3.5 De onderdelen 4b en 4c richten zich tegen 's Hofs rechtsoverweging 11, waarin het Hof heeft geoordeeld dat [eiseres 2] op de door de curator tegen haar ingestelde vordering niet in mindering mag brengen de bedragen waarvoor zij ten gevolge van de toepassing van art. 16a Coördinatiewet Sociale Verzekering jegens de Nieuwe Algemene Bedrijfsvereniging aansprakelijk is in verband met werknemersverzekeringspremies, die ter zake van de ingeleende arbeidskrachten verschuldigd zijn geworden.

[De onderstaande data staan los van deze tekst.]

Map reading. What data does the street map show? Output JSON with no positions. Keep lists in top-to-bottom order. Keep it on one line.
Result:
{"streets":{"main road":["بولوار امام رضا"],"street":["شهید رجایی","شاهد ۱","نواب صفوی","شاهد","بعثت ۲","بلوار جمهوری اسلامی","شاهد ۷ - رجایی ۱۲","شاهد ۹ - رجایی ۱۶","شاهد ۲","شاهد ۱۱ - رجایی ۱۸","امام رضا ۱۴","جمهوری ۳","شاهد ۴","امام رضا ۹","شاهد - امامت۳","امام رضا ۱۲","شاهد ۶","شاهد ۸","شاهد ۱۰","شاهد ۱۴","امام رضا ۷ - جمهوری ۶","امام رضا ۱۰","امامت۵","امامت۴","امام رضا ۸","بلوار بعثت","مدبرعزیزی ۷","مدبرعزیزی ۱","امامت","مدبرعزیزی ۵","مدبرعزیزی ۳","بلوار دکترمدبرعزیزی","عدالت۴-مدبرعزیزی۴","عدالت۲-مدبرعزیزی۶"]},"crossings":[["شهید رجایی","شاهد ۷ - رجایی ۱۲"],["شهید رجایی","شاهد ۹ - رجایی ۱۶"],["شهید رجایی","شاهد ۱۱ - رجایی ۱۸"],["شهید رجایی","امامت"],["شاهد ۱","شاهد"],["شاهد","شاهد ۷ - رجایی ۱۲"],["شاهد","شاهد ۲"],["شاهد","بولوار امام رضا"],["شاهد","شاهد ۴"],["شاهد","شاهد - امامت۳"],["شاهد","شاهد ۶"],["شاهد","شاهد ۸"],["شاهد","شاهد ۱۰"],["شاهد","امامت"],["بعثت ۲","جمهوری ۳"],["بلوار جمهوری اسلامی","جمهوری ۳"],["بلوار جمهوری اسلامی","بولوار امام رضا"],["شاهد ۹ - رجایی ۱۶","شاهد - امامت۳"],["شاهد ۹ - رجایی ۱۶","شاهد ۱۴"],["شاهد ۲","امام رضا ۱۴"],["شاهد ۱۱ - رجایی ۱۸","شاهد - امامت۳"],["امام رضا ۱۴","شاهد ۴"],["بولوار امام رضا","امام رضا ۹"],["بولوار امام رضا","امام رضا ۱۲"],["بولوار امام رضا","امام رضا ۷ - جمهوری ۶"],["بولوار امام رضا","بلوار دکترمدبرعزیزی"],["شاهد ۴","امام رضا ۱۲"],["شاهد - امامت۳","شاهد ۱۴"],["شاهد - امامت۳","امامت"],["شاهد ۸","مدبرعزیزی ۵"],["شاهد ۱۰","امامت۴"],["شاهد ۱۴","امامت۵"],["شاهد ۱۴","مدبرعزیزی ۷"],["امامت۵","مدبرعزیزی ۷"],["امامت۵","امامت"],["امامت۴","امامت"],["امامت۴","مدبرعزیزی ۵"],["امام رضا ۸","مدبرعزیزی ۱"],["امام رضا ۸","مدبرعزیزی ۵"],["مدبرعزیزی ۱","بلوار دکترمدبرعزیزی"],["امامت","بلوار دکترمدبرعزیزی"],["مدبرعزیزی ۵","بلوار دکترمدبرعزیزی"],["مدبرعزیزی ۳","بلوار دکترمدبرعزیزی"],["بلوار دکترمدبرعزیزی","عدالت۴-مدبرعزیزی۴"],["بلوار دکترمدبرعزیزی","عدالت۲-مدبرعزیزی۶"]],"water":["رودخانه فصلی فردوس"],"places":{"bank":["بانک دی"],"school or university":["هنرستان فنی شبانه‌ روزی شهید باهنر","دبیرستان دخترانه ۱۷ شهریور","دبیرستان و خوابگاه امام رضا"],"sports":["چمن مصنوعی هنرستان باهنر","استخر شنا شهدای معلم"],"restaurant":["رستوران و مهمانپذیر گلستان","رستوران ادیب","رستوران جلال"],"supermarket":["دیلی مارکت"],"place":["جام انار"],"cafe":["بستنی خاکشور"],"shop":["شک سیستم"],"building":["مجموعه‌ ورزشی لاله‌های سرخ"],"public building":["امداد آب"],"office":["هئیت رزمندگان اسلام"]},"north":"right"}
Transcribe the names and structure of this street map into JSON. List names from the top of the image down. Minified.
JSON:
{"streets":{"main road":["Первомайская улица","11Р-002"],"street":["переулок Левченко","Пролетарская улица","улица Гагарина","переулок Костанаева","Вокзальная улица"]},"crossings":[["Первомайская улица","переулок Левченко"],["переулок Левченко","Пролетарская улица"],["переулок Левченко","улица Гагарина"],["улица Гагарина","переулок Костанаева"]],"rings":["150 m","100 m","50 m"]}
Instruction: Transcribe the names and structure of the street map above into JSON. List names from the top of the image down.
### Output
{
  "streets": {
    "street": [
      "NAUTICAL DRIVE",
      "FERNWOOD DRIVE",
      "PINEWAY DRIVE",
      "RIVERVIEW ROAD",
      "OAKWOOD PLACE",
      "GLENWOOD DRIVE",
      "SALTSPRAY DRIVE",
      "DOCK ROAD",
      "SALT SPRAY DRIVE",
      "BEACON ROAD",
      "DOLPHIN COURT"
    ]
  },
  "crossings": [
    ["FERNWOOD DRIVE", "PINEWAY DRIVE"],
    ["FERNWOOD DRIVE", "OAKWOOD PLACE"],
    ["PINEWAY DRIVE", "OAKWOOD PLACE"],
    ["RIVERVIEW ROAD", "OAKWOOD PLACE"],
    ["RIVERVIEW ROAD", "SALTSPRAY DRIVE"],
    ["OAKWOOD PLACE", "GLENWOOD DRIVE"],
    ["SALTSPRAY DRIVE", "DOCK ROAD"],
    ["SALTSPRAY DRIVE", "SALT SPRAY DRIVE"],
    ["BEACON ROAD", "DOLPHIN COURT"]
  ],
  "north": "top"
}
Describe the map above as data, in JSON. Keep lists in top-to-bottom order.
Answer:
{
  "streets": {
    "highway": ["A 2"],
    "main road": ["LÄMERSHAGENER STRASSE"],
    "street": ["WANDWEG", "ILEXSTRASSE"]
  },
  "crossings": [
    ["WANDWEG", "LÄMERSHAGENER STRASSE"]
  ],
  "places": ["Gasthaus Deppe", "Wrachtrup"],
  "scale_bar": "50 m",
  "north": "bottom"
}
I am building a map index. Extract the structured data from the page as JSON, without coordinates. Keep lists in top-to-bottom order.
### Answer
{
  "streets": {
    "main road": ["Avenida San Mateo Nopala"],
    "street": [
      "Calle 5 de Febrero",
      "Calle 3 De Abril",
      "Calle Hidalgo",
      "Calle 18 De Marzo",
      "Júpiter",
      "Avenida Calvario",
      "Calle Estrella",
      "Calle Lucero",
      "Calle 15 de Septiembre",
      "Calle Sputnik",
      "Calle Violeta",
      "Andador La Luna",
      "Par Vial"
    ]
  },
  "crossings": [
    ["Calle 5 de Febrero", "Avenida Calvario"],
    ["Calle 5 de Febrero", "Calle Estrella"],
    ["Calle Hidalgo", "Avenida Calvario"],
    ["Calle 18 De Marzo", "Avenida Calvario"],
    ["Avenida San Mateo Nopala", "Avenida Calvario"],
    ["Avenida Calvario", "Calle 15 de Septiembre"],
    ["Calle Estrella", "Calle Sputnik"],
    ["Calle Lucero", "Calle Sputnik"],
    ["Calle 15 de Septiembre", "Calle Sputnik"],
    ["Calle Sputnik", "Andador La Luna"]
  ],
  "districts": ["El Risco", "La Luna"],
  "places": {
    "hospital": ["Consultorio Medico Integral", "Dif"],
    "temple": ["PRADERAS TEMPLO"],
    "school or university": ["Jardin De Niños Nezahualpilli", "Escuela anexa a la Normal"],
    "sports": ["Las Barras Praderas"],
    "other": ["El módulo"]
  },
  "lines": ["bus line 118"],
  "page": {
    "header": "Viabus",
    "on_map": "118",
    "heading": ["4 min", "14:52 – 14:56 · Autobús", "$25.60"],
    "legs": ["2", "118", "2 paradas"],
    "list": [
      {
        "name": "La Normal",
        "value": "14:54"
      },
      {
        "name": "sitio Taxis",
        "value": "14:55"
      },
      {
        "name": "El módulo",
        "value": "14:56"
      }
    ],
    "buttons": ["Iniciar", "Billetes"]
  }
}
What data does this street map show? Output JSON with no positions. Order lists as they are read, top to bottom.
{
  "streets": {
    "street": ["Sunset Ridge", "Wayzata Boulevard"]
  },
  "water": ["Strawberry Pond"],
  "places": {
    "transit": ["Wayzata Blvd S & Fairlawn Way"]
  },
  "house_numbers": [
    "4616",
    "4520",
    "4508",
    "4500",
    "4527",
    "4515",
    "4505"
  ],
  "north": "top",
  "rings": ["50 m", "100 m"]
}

Deze onderdelen treffen doel. De aard van de betreffende hoofdelijke medeaansprakelijkheid voor de premieschulden die in de onderlinge verhouding tussen Bouwservice en [eiseres 2] in beginsel eerstgenoemde als werkgever van de uitgeleende arbeidskrachten aangingen, brengt mee dat [eiseres 2] voor hetgeen door haar uit hoofde van deze aansprakelijkheid aan de bedrijfsvereniging is voldaan, in beginsel regres op Bouwservice heeft, zodat [eiseres 2] voor de te dier zake door haar eventueel betaalde bedragen een tegenvordering heeft, die op de voet van art. 53 F voor verrekening met de vordering van de curator in aanmerking komt. Het hof heeft dit kennelijk miskend.
4. Beslissing
De Hoge Raad:
vernietigt het arrest van het Gerechtshof te Arnhem van 25 juli 1989;
verwijst de zaak naar het Gerechtshof te 's-Hertogenbosch ter verdere behandeling en beslissing;
veroordeelt de curator in de kosten van het geding in cassatie, tot op deze uitspraak aan de zijde van [eiseres 2] begroot op ƒ 1.519,-- aan verschotten en ƒ 3.000,-- voor salaris.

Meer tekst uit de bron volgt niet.